Methods Ten human lumbar cadaveric motion segments were tested in the following sequence: (i) intact, (ii) stand alone ALIF cages, (iii) ALIF and anterior lumbar plate, (iv) ALIF with translaminar facet screws, (v) ALIF with pedicle screws. In each condition, the specimens were tested under bending moments of 0–8 Nm flexion, 0–6 Nm extension, 0–6 Nm lateral bending and 0–5 Nm axial rotation. 3D motions were measured using an optoelectronic motion monitoring system.
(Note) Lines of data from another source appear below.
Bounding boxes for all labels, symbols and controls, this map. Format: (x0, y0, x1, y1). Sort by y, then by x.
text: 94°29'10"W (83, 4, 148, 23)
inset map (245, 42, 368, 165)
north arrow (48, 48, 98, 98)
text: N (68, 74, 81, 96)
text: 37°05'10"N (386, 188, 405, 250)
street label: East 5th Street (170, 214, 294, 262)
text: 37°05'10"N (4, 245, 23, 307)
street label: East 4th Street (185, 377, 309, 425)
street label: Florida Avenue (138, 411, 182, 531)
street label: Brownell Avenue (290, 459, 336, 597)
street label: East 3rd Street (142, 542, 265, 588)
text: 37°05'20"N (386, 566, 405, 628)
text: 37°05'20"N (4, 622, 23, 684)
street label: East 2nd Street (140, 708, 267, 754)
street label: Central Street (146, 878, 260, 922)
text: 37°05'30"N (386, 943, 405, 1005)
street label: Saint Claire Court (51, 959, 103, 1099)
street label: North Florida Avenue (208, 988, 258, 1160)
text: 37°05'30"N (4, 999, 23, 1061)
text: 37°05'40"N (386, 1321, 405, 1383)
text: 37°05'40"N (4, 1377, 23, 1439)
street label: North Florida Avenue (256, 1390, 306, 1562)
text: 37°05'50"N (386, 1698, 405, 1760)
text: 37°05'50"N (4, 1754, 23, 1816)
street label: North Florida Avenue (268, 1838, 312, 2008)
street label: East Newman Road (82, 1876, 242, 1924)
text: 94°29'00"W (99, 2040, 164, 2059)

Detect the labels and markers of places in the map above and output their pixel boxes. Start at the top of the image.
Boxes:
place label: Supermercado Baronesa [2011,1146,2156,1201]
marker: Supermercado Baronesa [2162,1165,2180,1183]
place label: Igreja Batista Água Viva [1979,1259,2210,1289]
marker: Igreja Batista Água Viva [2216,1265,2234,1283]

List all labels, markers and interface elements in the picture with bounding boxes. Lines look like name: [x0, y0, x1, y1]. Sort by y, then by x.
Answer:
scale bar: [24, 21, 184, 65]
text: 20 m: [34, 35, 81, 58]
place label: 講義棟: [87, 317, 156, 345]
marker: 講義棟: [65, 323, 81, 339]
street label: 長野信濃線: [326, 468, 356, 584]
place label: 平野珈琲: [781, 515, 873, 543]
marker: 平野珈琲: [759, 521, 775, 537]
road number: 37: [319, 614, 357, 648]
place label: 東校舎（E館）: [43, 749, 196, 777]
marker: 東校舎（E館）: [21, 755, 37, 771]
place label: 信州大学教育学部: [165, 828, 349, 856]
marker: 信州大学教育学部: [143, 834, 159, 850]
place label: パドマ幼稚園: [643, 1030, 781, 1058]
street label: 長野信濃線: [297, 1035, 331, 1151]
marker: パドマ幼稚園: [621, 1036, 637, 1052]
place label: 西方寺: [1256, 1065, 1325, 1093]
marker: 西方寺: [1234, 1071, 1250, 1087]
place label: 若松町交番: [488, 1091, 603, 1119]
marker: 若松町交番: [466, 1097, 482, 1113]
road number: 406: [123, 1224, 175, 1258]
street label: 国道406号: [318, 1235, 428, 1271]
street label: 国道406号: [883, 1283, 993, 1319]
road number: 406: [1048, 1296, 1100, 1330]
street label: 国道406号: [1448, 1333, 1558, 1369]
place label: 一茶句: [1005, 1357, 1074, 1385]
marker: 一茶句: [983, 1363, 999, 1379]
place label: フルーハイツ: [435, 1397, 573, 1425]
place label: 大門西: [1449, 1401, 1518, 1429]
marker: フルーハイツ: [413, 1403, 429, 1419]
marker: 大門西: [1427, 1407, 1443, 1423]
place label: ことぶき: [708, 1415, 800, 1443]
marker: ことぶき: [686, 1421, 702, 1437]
Results The ALIF cages decreased the ROM in the sagittal and frontal planes (p< 0.05). Their effectiveness improved in the sagittal plane with the combination of either anterior plate or posterior fixation (p< 0.05). There was no statistical difference between the ALIF/ Plate and translaminar screws or pedicle screws in flexion-extension and axial rotation ROM. There was a difference in the lateral bending ROM between the ALIF with anterior plate and ALIF with either translaminar facet screws or ALIF with pedicle screws (p< 0.05) favouring posterior fixation. However there was no statistical difference between the combined ROM for ALIF/Plate and translaminar screws or pedicle screws.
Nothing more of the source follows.